Finalmente, serían muy útiles el apoyo o ayudas para la adquisición de vehículos a gas, mucho menos contaminantes para distribución urbana de mercancías. La flota de nuestro colectivo está compuesta por 25.000 camiones de reparto y 18.000 vehículos comerciales.
Sería conveniente potenciar esta adquisición de vehículos a gas en las renovaciones de flota y la implantación de nuevas estaciones de servicio que hagan factible su uso.
Actualmente nos encontramos en un momento en el que no se adquieren este tipo de vehículos no contaminantes porque la diferencia de precio es disuasoria y porque el número de estaciones de servicio es insuficiente.

Con caída consumo, ¿consideran que el asociacionismo es más importante que nunca?
El asociacionismo es importante siempre, ya que es fundamental para aunar esfuerzos y tener representación ante las administraciones y las instituciones. Esta acción de representación de los intereses comunes no es posible de desarrollar de forma individual.

¿Cuáles cree que son los desafíos a futuro de este tipo de firmas?
El principal de las empresas del sector es poder ofrecer un servicio cada vez más integral a la hostelería, que se adapte a la evolución de sus necesidades, y hacerlo de forma eficiente. Para lograrlo hay que disponer de una gama de productos más amplia, que es difícil de gestionar si no se tiene un determinado tamaño y volumen de ventas, o si no se forma parte de un grupo o central de compras.
Otro desafío importante es conseguir un mayor equilibrio en las relaciones entre distribuidor y sus proveedores estratégicos.

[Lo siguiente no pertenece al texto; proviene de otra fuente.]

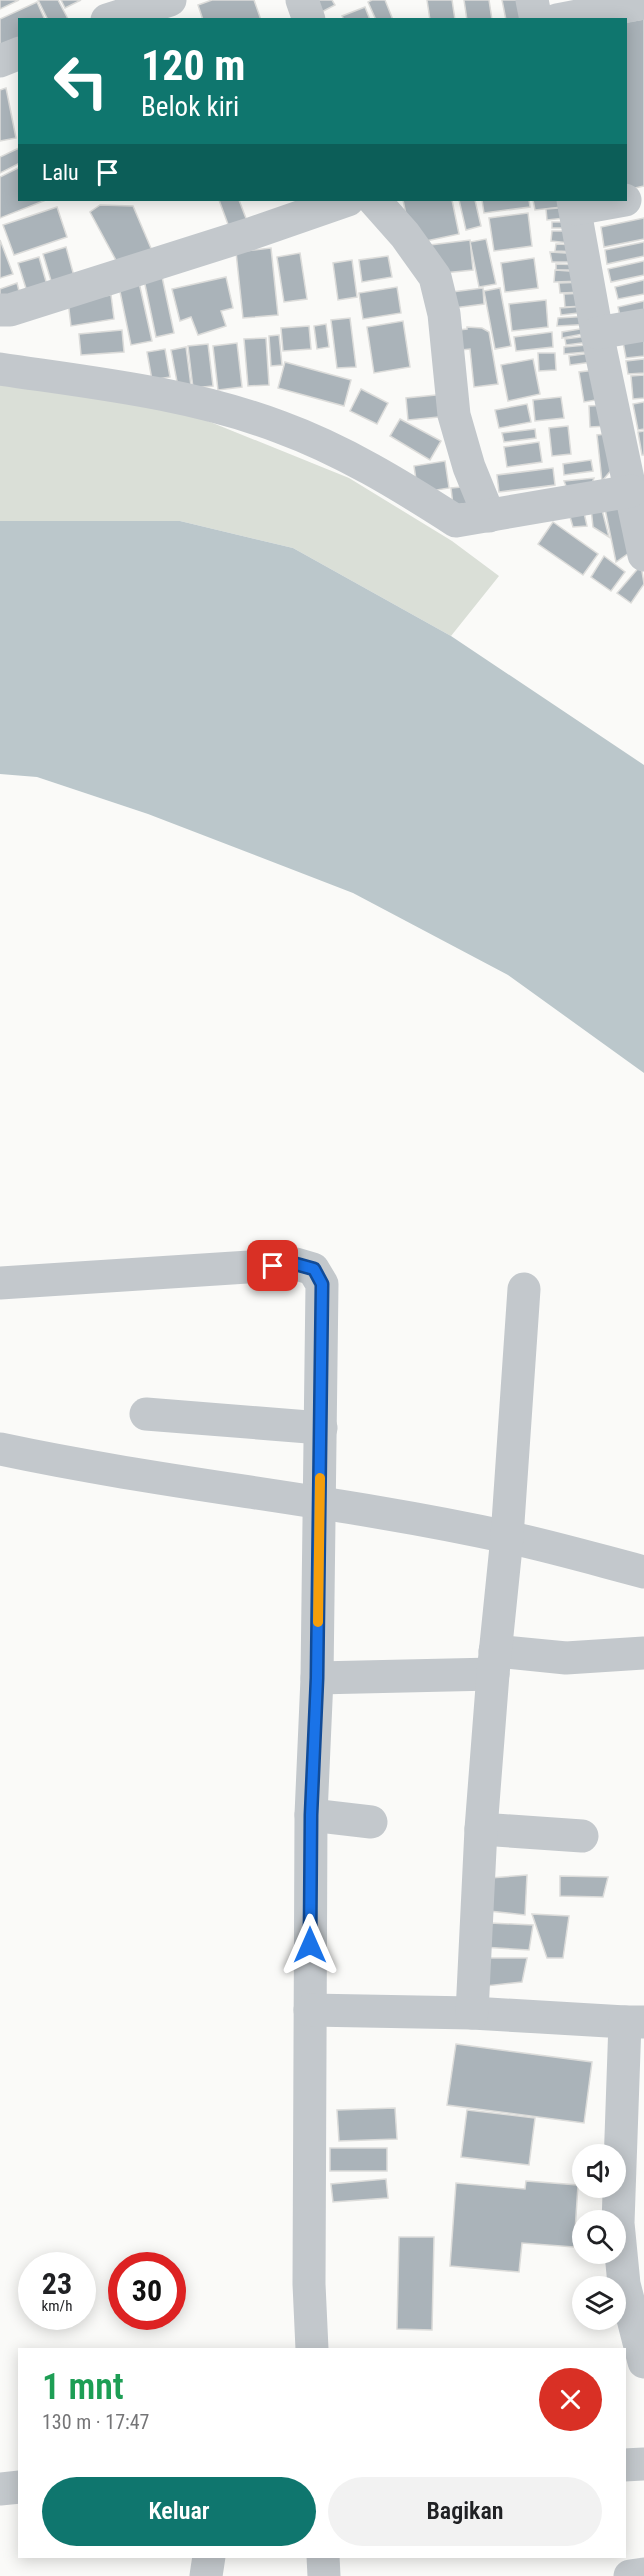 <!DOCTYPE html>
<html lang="id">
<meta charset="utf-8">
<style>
:root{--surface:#fff;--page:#f2f2f2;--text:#202124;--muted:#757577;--accent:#0f766e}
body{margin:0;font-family:"Roboto Condensed",sans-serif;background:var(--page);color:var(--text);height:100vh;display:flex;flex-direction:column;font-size:22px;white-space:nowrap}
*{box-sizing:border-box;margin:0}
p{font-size:20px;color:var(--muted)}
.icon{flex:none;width:33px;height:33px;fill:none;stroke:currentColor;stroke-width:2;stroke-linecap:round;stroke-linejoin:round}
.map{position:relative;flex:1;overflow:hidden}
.drawer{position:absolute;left:18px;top:2348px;width:608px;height:210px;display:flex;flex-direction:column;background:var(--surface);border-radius:0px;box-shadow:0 3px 15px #0003}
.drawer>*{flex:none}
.top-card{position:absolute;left:18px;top:18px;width:609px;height:183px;border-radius:0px;box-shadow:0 3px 15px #0003;background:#0f766e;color:#fff;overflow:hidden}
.buttons{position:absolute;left:572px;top:2144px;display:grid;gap:12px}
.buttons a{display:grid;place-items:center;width:54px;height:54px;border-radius:50%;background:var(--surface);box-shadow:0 3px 15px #0003;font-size:30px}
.speed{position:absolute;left:18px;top:2252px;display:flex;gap:12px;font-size:30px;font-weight:700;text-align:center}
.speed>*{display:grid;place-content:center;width:78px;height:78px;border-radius:50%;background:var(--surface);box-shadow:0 3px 15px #0003;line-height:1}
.speed small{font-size:15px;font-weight:400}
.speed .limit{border:9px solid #d22;background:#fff;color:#111}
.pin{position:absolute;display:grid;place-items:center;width:51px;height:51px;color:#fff;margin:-26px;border-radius:12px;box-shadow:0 3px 9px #0006}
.me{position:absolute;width:66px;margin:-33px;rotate:0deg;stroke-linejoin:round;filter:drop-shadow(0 0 4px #0008)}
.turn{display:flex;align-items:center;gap:21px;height:126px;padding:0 24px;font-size:27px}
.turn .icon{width:78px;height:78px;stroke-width:2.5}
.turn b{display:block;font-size:42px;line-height:51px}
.then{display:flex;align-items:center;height:57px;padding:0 24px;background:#0003;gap:12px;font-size:22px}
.round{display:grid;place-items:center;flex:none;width:63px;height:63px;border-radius:32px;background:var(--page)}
.overview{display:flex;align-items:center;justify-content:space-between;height:102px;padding:0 24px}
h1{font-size:36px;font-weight:600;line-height:45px;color:#1e9e55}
.action{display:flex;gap:12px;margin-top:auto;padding:12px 24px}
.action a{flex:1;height:69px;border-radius:36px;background:var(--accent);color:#fff;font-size:24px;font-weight:600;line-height:69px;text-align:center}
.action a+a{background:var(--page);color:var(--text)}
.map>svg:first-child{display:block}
.green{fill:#dadfd7}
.water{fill:#bbc7cb}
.building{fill:#aab3b9;stroke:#dcdcda;stroke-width:1.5}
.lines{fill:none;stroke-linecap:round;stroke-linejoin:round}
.minor{stroke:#c3c8cc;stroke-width:33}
.tertiary{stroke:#c3c8cc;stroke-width:33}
.route-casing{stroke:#114b97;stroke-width:15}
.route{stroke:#1a73e8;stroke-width:10}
.slow{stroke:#f59e0b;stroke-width:10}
</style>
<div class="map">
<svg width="644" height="2576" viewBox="0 0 644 2576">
<rect width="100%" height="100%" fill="#fafaf8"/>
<polygon class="green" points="0,379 151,398 349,478 452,541 499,576 451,636 293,548 180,521 0,521"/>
<polygon class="water" points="0,521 180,521 293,548 451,636 644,765 644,1073 508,975 353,893 148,814 37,777 0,774"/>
<g class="building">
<polygon points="0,0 19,0 0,9"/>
<polygon points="38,0 58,0 68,19 48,20"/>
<polygon points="61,0 81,0 65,8"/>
<polygon points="212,0 254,0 261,20 203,20 198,5"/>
<polygon points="303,0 332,0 335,5 312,17"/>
<polygon points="372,0 385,0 393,20 376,20 368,2"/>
<polygon points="427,0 452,0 455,20 430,20"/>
<polygon points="464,0 489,0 492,20 467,20"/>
<polygon points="502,0 529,0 534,20 506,20"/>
<polygon points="37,2 45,20 20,20 20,42 0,51 0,19"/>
<polygon points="365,7 370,20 344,20 342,16"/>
<polygon points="644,19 644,186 626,190 626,22"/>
<polygon points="6,88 16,138 0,141 0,90"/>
<polygon points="19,148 20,163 0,173 0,157"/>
<polygon points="20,167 20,200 46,200 0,218 0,177"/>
<polygon points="219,200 239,200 247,221 229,227"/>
<polygon points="403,200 452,200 459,234 412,244"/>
<polygon points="459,200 475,200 481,226 466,230"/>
<polygon points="482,200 529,200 530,207 484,213"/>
<polygon points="533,200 571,200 571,206 535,210"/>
<polygon points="100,205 133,206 153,253 118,264 90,212"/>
<polygon points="57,207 67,237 14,255 3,225"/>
<polygon points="572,207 574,217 547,220 546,209"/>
<polygon points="528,213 532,246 494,251 489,218"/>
<polygon points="644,218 644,239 604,247 601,227"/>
<rect x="552" y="222" width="22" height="6"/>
<polygon points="552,231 576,231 579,244 551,241"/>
<polygon points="486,239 496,284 479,287 470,242"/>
<polygon points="0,240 13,274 0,278"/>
<polygon points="470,240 473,270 434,274 430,245"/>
<polygon points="644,242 644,256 607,264 605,250"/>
<polygon points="556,244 580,245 580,252 555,251"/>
<polygon points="66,247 77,287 55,294 43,254"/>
<polygon points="271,248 278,315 243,318 236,252"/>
<polygon points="550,252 582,254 582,262 552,262"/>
<polygon points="300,253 307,299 284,302 277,257"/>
<polygon points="388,256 392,277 362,282 359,260"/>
<polygon points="39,257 49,292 29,298 18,263"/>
<polygon points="534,258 538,288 505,292 501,263"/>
<polygon points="352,260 357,297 338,300 333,263"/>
<polygon points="644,261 644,275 611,282 608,269"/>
<polygon points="556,264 583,265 582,270 556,270"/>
<polygon points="555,270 584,272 584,281 554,282"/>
<polygon points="161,272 174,333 156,337 143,275"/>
<polygon points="226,277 233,308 221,311 226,326 198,335 191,317 180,321 172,289"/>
<polygon points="138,278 152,341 131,345 118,282"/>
<polygon points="644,280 644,294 618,299 615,287"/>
<polygon points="585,282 585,292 560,293 559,283"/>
<polygon points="17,283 22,303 0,301 0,289"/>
<polygon points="397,287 401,313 363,319 359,293"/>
<polygon points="483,288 484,304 446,309 444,293"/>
<polygon points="500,288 511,346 495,349 484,291"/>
<polygon points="586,293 587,306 565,307 564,294"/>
<polygon points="111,295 114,319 71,326 68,301"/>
<polygon points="546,300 548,327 512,331 509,304"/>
<polygon points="644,301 644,316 621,321 618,307"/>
<polygon points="586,306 587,312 561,315 560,308"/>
<polygon points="590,316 594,324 557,326 558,318"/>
<polygon points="350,318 356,367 337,368 331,320"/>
<polygon points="403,321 410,367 374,373 367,327"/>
<polygon points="326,324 329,347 317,349 314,326"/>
<polygon points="309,326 311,349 283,351 281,328"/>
<polygon points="467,327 482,328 489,332 498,384 474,387 470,349 451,351 449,331 467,329"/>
<polygon points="592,327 593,332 562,338 562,332"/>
<polygon points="122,330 124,352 81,355 79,334"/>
<polygon points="552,332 553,347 516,351 514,337"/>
<polygon points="279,335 282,365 271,366 269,336"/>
<polygon points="596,335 597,341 566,345 565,339"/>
<polygon points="266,338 269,385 248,386 244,339"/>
<polygon points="644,338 644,356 626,358 623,342"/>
<polygon points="237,343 242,387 218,390 213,346"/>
<polygon points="208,344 213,386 193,388 188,346"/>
<polygon points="598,344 598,351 564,354 564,347"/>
<polygon points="186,347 191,386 178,387 171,350"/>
<polygon points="165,349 170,377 152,380 147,352"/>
<polygon points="599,352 600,361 570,365 569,356"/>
<polygon points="538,353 555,353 556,370 539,371"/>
<polygon points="533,359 540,394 508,401 501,365"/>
<polygon points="644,359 644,373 628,374 626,361"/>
<polygon points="285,362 351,380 344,406 278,388"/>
<polygon points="604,369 608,398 584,402 579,372"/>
<polygon points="644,375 644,398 633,399 631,376"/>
<polygon points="361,389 388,403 377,424 350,411"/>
<polygon points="446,394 449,416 408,420 406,398"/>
<polygon points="561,397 564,418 535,421 533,400"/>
<polygon points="644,402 644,429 638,430 633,404"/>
<polygon points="527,404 531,422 499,428 495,410"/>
<polygon points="608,405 609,426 590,427 589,406"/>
<polygon points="400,419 441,441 430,460 390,436"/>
<polygon points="568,426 571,454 552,456 549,428"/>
<polygon points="535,429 536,438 504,442 502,433"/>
<polygon points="644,431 644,455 642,455 638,432"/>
<polygon points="616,433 619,461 602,481 597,435"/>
<polygon points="539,442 542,462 507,467 504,447"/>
<polygon points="591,460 593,471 564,475 563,464"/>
<polygon points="445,461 449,488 418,493 414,466"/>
<polygon points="553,468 555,485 499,492 497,475"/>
<polygon points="594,478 589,491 570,496 564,481"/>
<polygon points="473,486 475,503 453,505 451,488"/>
<polygon points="629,499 639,546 616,562 604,504"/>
<polygon points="601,506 609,537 593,527 591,508"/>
<polygon points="583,508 587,526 573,527 568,510"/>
<polygon points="553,522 598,554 583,575 538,544"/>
<polygon points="604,556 625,572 611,591 591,577"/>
<polygon points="641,565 644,584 631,603 617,593"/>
<polygon points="527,1875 525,1915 489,1911 490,1878"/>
<polygon points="560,1876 608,1877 603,1897 560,1896"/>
<polygon points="532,1914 569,1916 563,1958 547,1958"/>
<polygon points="490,1923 533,1925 529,1950 482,1947"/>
<polygon points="487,1958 527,1958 522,1982 486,1986"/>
<polygon points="456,2044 592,2062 584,2123 447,2105"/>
<polygon points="395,2108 397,2139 339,2141 337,2110"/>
<polygon points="467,2110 535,2118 529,2165 461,2157"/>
<rect x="330" y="2148" width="57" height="23"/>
<polygon points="386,2179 388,2198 333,2202 331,2184"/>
<polygon points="526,2181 578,2185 574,2247 522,2243 519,2272 450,2266 456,2183 525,2189"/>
<polygon points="399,2237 434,2237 432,2330 397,2329"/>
</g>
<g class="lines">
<g class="minor">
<polyline points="302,0 309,20"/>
<polyline points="532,0 536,20"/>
<polyline points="107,20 170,0"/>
<polyline points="557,20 644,3"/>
<polyline points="0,61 20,53"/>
<polyline points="374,200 405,235 435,277 444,314 454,415 469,467 489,516"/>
<polyline points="573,200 597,333 644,555"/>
<polyline points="575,209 625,200"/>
<polyline points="0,310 10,310 250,234 348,200"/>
<polyline points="597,333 644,325"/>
<path d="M 0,369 C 94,383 190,393 280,427 C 343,450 400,485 456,521 L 631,491"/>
<polyline points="0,1283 296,1264 313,1269 322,1284 317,1678 311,1815 309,2284 312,2349"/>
<polyline points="146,1414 321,1428"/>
<path d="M 0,1449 C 168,1485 340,1500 507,1537 C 553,1547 598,1560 644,1572"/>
<polyline points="495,1651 566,1658 644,1653"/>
<polyline points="317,1678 493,1674"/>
<polyline points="311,1815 371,1822"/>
<polyline points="481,1829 582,1836"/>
<polyline points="310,2010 472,2013 625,2022"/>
<polyline points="472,2013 481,1829 493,1674 507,1537 524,1289"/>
<polyline points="624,2465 644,2464"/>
<polyline points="0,2489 20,2487"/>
<polyline points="323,2556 324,2576"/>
<polyline points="206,2576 209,2556"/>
<polyline points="630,2576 644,2574"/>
</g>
<polyline class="tertiary" points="644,2022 625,2022 618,2223 624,2284 644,2362"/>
</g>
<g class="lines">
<g class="route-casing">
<polyline id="route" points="273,1266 296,1264 314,1269 322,1284 317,1678 311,1815 310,1945"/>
</g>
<use href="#route" class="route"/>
<polyline class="slow" points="318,1622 320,1478"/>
</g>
</svg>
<div class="buttons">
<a><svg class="icon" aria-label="sound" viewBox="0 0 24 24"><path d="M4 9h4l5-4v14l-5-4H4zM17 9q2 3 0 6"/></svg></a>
<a><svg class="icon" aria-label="search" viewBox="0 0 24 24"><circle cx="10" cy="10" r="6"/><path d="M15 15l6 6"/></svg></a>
<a><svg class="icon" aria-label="layers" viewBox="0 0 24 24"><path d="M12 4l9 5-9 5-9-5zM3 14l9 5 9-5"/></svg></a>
</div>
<div class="speed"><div>23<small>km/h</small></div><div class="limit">30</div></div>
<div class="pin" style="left:273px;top:1266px;background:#d93025"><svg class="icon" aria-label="arrive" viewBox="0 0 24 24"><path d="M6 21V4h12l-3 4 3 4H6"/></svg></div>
<svg class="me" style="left:310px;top:1945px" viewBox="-20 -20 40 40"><path d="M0-17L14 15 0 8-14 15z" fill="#1a73e8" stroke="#fff" stroke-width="4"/></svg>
<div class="top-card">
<div class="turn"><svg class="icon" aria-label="left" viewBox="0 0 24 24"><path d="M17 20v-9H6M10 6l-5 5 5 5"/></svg><div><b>120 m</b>Belok kiri</div></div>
<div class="then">Lalu<svg class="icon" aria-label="arrive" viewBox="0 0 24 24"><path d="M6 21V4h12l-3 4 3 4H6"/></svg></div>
</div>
<section class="drawer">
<div class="overview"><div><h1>1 mnt</h1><p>130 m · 17:47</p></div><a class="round" style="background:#d93025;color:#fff"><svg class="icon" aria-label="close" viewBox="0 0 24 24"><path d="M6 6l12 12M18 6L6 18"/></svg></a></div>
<div class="action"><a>Keluar</a><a>Bagikan</a></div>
</section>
</div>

Dada su experiencia, ¿se ve ya la luz al final del túnel?
Los años 2012 y 2013 han supuesto un duro ajuste para todos pero se podrá ver un cambio de tendencia a finales de este año.
Estoy convencido de que en el 2014 los datos de ventas volverán a ser moderadamente positivos.
No obstante, en el sector de consumo fuera del hogar se ha vivido un importante cambio
de hábitos y, aunque las cifras del paro empiecen a mejorar y crezca la economía, la vuelta a las costumbres anteriores será más lenta. Por eso en el túnel se ve ya la luz, pero tendremos un par de años más en los que al salir encontremos muchas nubes.